Fast access is the key to the success of the cloud, especially for movie files, images, and large documents.

Dropbox

Cloud storage services such as Dropbox provide easy to use cloud storage at low cost. 1TB of storage space costs around $10 per month, giving enough space for most personal users.

Corporate Cloud Computing Solutions

For business, larger capacity, higher performance cloud computing services are preferable. Moving your entire server centre to the cloud can be a daunting proposition, with many business owners having concerns about security, data back up protection and hacking vulnerabilities, but if you take precautionary steps you can not only keep your cloud server protected from attach and other vulnerabilities, as well as setting up automatic virtual data backups to a secondary location.

what is cloud computing?

However you currently store your data, it makes economic sense to mirror your server centre to a secondary server in a different building.
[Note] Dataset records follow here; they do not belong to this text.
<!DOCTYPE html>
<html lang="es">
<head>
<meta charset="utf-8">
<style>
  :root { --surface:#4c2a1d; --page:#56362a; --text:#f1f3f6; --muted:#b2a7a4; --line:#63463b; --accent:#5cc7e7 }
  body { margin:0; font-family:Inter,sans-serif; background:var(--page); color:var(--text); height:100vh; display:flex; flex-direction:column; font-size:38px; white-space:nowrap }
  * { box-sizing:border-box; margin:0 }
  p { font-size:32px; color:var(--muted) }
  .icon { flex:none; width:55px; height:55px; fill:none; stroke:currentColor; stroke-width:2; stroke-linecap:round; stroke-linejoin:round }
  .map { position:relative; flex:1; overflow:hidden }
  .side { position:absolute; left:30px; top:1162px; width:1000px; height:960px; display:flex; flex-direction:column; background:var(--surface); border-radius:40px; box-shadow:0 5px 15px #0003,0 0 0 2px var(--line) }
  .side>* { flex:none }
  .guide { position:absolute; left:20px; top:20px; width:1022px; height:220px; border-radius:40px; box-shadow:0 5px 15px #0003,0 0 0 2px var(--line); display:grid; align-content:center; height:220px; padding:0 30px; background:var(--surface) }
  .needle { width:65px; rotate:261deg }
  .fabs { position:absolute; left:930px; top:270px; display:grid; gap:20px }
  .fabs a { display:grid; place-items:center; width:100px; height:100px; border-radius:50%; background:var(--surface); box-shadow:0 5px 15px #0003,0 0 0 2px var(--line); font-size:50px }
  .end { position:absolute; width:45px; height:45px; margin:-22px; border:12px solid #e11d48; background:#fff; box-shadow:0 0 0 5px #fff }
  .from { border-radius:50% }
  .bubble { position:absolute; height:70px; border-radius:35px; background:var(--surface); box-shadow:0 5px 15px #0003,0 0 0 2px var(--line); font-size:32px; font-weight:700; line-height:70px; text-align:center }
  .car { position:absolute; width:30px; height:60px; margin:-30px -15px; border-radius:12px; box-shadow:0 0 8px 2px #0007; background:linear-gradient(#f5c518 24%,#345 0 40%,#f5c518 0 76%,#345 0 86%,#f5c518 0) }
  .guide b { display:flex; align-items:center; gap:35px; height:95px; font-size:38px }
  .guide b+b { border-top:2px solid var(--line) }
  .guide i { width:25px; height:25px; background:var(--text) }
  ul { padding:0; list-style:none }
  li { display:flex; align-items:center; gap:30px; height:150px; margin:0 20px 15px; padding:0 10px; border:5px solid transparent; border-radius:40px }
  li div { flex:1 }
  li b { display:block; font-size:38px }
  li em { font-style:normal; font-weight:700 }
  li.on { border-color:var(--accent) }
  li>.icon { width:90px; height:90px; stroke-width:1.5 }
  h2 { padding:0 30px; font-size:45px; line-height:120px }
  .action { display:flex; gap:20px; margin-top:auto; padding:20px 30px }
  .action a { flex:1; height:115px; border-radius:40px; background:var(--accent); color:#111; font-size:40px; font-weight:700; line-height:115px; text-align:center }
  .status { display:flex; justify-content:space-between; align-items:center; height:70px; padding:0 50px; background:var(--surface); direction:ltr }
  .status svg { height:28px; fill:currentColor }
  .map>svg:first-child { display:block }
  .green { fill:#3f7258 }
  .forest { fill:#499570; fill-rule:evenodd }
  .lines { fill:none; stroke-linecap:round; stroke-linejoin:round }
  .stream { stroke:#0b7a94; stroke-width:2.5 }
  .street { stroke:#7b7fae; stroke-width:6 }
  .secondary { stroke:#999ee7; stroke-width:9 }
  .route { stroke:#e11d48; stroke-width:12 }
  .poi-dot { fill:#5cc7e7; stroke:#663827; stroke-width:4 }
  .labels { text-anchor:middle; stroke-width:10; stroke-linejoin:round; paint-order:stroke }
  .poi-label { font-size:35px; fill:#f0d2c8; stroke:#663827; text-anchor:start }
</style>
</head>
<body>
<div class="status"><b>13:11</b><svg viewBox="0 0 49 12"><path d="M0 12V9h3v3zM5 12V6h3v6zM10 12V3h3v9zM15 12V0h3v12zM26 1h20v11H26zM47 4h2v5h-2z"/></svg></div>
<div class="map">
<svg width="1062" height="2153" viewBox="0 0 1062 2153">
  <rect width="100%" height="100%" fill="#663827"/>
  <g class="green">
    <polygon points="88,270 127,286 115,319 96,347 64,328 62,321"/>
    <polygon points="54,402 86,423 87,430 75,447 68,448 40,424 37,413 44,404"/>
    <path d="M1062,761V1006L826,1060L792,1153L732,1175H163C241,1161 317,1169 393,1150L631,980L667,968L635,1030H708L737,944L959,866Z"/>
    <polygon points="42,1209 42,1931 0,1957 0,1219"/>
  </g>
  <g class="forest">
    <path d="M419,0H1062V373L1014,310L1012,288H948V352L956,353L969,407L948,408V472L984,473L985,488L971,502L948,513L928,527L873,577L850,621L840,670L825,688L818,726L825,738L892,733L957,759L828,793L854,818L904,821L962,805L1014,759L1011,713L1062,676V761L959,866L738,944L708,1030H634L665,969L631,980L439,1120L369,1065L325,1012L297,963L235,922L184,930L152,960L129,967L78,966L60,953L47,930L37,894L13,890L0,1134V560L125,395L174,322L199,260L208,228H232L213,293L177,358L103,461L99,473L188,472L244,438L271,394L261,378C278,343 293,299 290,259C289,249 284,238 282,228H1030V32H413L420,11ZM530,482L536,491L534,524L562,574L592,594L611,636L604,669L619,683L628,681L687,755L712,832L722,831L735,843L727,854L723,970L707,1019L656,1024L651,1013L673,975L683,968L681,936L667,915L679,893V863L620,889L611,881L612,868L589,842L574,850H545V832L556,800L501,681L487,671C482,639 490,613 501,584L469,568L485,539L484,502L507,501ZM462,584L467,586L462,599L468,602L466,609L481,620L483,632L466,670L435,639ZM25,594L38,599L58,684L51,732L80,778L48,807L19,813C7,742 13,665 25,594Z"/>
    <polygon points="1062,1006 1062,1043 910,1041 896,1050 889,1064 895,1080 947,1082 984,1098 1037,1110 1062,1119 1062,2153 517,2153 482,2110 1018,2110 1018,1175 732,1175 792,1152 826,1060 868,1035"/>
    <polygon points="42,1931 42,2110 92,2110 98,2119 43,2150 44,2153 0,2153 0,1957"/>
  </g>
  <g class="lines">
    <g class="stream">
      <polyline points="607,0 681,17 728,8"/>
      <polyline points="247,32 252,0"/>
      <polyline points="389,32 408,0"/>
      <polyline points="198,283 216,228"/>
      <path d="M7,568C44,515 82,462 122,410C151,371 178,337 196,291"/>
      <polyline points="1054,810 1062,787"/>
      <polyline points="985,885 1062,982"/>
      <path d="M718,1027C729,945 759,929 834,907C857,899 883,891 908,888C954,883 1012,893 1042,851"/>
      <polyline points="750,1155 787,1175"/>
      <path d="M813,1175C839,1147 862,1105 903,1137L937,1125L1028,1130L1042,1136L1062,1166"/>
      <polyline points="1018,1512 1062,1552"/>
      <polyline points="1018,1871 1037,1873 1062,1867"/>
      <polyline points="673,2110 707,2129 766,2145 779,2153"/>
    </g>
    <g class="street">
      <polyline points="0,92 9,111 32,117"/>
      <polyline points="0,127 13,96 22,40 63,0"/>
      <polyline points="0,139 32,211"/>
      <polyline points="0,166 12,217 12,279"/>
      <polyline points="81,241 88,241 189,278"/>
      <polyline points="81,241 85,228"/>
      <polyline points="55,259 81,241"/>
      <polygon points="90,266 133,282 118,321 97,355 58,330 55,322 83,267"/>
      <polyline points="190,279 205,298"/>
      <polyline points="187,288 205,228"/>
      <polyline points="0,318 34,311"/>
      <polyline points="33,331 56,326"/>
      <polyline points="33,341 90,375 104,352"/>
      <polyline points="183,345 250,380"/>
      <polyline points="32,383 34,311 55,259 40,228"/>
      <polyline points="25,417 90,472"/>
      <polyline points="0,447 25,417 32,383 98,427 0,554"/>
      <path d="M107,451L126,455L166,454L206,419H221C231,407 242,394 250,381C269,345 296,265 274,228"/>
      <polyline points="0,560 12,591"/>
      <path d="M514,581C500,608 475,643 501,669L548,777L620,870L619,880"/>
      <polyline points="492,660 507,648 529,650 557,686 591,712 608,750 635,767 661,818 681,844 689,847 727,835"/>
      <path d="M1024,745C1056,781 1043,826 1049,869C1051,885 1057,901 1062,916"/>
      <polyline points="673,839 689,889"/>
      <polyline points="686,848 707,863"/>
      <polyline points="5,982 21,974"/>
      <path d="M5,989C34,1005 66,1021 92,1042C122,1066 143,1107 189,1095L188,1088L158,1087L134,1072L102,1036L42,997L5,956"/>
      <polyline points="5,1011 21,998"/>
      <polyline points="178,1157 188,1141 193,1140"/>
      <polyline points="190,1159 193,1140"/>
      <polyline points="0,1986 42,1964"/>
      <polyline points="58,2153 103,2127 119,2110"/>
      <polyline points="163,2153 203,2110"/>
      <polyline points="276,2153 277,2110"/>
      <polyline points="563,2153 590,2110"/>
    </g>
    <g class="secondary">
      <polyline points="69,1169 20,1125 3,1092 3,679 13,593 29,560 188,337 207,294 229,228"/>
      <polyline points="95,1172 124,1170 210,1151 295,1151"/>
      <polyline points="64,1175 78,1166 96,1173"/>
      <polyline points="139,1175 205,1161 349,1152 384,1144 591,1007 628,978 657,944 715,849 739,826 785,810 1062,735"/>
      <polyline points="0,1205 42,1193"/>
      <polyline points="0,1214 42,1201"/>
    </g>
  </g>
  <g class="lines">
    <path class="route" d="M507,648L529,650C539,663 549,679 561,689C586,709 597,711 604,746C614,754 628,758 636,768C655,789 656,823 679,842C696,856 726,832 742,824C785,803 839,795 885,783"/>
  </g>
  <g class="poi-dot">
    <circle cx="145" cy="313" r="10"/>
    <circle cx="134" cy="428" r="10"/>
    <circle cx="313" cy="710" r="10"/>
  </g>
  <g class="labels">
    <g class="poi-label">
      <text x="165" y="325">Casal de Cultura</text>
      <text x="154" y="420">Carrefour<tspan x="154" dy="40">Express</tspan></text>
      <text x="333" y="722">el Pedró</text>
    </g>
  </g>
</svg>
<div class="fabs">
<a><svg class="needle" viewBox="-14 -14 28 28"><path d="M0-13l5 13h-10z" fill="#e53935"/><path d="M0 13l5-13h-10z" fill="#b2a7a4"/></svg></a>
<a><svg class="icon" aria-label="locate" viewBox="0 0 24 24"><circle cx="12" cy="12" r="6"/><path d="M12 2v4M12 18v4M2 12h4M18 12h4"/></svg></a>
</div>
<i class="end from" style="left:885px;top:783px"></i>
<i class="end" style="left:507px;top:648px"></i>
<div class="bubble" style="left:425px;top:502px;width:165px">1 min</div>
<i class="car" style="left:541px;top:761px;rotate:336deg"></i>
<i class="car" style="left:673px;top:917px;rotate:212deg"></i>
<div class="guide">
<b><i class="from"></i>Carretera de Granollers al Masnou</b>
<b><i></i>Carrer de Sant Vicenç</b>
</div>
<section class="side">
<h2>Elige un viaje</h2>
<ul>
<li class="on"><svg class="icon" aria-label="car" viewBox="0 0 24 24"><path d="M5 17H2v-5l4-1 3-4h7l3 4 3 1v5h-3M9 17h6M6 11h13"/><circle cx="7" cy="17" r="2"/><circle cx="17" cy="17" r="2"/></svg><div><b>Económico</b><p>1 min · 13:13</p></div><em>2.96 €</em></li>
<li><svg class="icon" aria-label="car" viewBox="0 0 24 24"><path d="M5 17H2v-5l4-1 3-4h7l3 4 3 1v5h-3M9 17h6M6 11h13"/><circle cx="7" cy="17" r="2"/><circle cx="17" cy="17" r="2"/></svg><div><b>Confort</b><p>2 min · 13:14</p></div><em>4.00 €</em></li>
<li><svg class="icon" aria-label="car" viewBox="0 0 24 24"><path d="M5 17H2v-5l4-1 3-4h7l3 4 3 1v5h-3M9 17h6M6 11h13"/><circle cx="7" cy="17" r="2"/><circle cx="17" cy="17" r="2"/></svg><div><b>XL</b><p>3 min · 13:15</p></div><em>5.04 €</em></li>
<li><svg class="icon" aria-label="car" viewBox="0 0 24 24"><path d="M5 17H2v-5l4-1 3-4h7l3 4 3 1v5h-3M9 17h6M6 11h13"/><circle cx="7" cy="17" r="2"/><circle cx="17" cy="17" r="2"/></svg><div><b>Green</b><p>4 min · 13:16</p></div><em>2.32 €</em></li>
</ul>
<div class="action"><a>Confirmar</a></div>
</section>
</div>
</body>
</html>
There are two main threats to your data availability, either your server fails and the data is lost/inaccessible, or the server is hacked and data becomes corrupted, or the room or building containing your server is destroyed.

If you mirror your data on an hourly, daily basis to different locations, then you can manage disaster recovery in a fast and responsive way.

Computer servers do fail, buildings do burn and malicious hackers are occasionally successful. When disaster occurs, you need to have a full, up to date copy of all your critical data ready to restore to your primary server.

With ever increasing download speeds, cloud storage and remote systems hosting will become more common. Cloud hosting is a cost effective way of storing your data at lower cost than buying and running a stand alone server yourself.

The key is to maintain an effective back up disaster recovery plan so your business can continue to trade uninterrupted.